Why E-Commerce and CMS Should Be Separated

Georges Saad
The Startup
Published in
6 min readAug 13, 2018
Photo by rawpixel on Unsplash

In 2014, Peter Thiel, the infamous Silicon Valley entrepreneur, published a fascinating book about startups, progress, and the future: Zero to One. Right from the start, the author asks one important contrarian question:

What important truth do very few people agree with you on?

Agreed, the question itself sounds pretty philosophical. But its answers are good indicators of how close a business is from true innovation (or to finding “secrets”, like Thiel calls them).

After we launched, we asked ourselves this question, as a startup. One answer we came up with is one of the principles at the core of our product:

E-commerce and CMS shouldn’t be considered as a whole. They should be kept separated. In simpler terms: CMS ≠ e-commerce.

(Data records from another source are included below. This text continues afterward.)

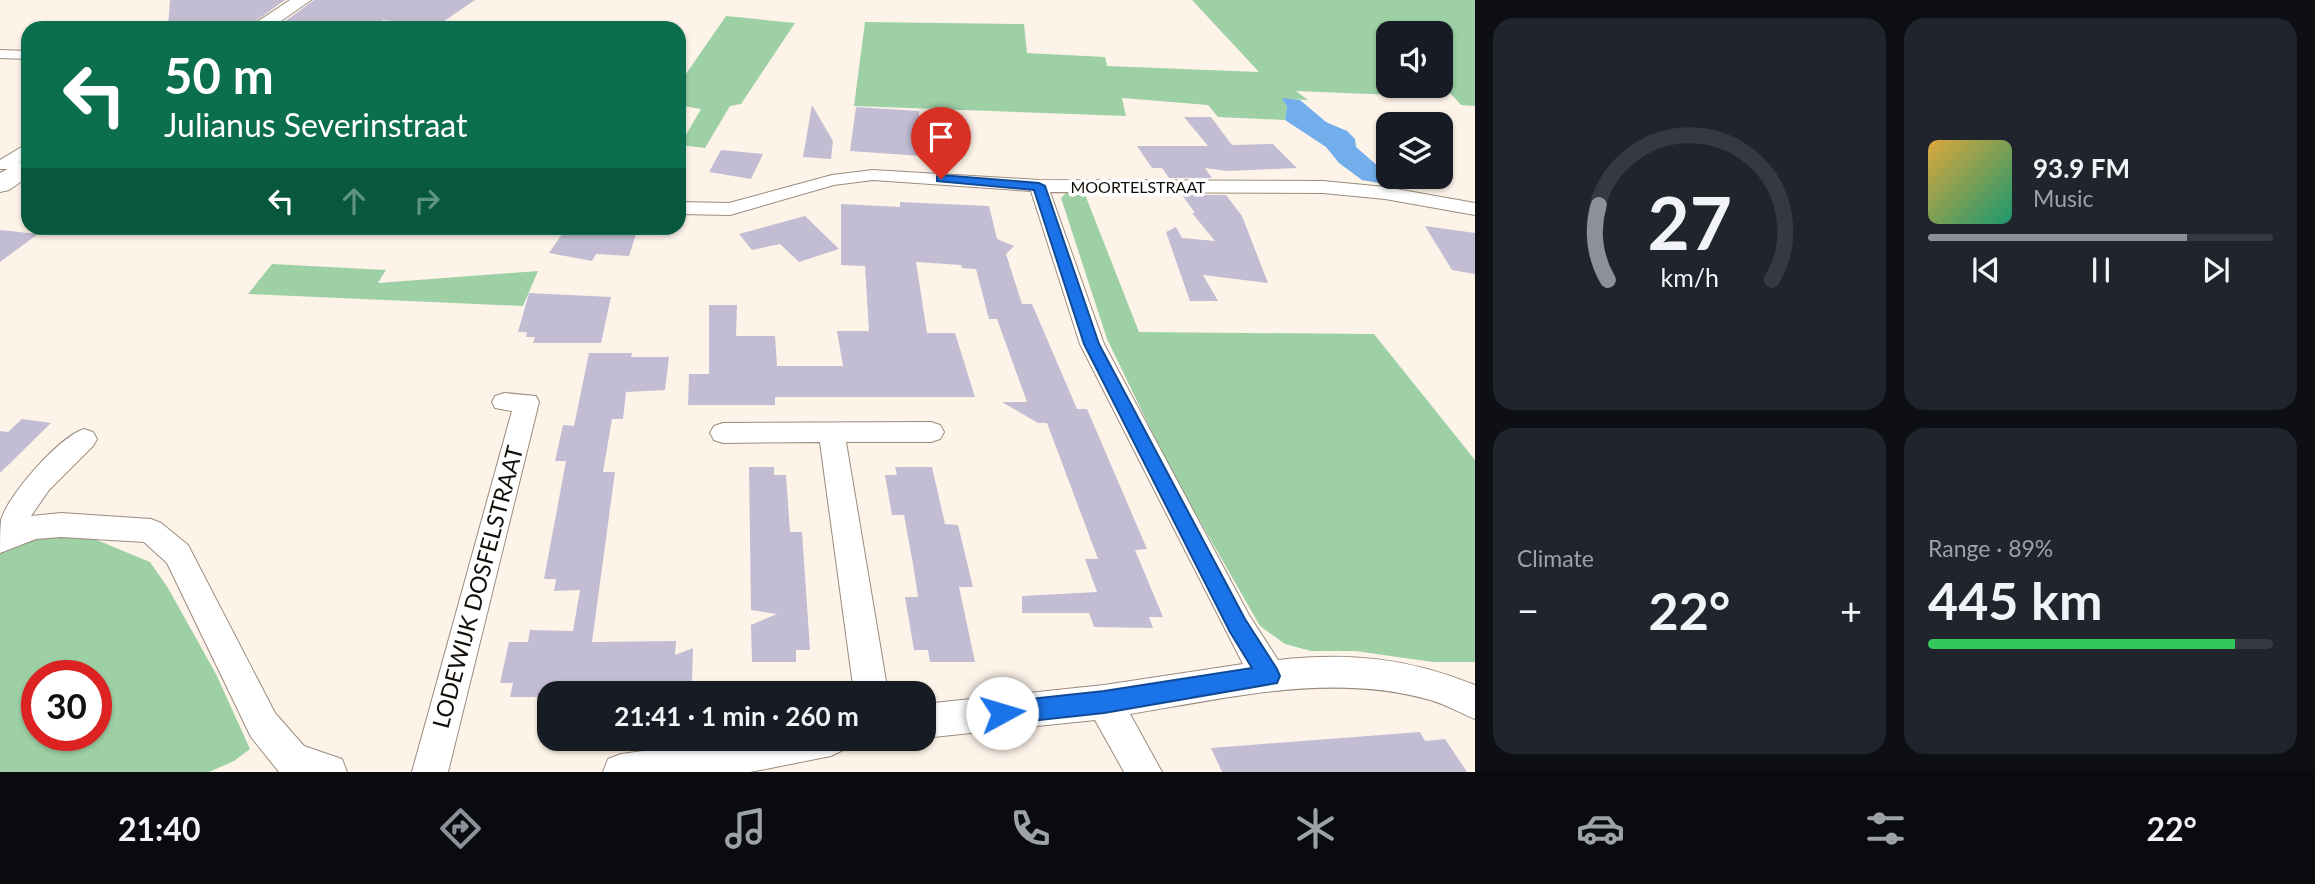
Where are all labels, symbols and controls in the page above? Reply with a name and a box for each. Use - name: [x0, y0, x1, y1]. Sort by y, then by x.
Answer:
- map controls: [1376, 21, 1453, 189]
- button: sound: [1376, 21, 1453, 98]
- text: 50 m: [164, 46, 274, 104]
- icon: left: [49, 49, 140, 140]
- text: Julianus Severinstraat: [164, 105, 468, 144]
- pin: [911, 107, 971, 179]
- button: layers: [1376, 112, 1453, 189]
- icon: arrive: [922, 118, 960, 156]
- text: 93.9 FM: [2033, 152, 2130, 184]
- street label: MOORTELSTRAAT: [1070, 177, 1206, 196]
- text: 27: [1647, 179, 1732, 267]
- icon: left: [262, 182, 300, 220]
- icon: ahead: [335, 182, 373, 220]
- icon: right: [408, 182, 446, 220]
- text: Music: [2033, 184, 2093, 212]
- icon: previous: [1967, 251, 2005, 289]
- icon: pause: [2082, 251, 2120, 289]
- icon: next: [2197, 251, 2235, 289]
- text: km/h: [1660, 262, 1719, 292]
- street label: LODEWIJK DOSFELSTRAAT: [426, 442, 528, 731]
- text: Range · 89%: [1928, 534, 2053, 562]
- text: Climate: [1517, 544, 1594, 572]
- text: 445 km: [1928, 569, 2102, 631]
- text: 22°: [1649, 579, 1730, 641]
- text: −: [1517, 587, 1539, 633]
- text: +: [1840, 587, 1862, 633]
- speed limit sign: 30: [21, 660, 112, 751]
- position arrow: [965, 676, 1039, 750]
- text: 21:41 · 1 min · 260 m: [614, 700, 859, 732]
- icon: directions: [436, 804, 485, 853]
- icon: music: [721, 804, 770, 853]
- icon: phone: [1006, 804, 1055, 853]
- icon: climate: [1291, 804, 1340, 853]
- icon: car: [1576, 804, 1625, 853]
- icon: filters: [1861, 804, 1910, 853]
- text: 21:40: [118, 809, 200, 848]
- text: 22°: [2146, 809, 2197, 848]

Now if you Google a few of this issue’s related keywords and skim through search results, you’ll realize most people don’t agree with this at all (same thing goes for our .NET advocacy). On the contrary, they’ll advise clients or users to pick their CMS according to its e-commerce plugins, or to pick an e-commerce solution that offers a full CMS. Like PrestaShop, Shopify, or Magento for instance.

When did we realize this “truth” of ours?

Let me take you on a short trip down memory lane, before Snipcart was even an idea. As you may already know, we used to be geeks working in an awesome web dev shop before our startup days. One day, our first client came up to us with a pretty specific need:

I’d like to start selling stuff on the website you developed for me a few years back. But I don’t want a new website, and I don’t want to spend much on this move.

Normally we would’ve told him we were sorry and would need to update his old-school, homemade CMS in order to set him up with some neat, modern e-commerce platform. But he was one of the first to trust us with his business back in the days, so we told him we’d figure something out.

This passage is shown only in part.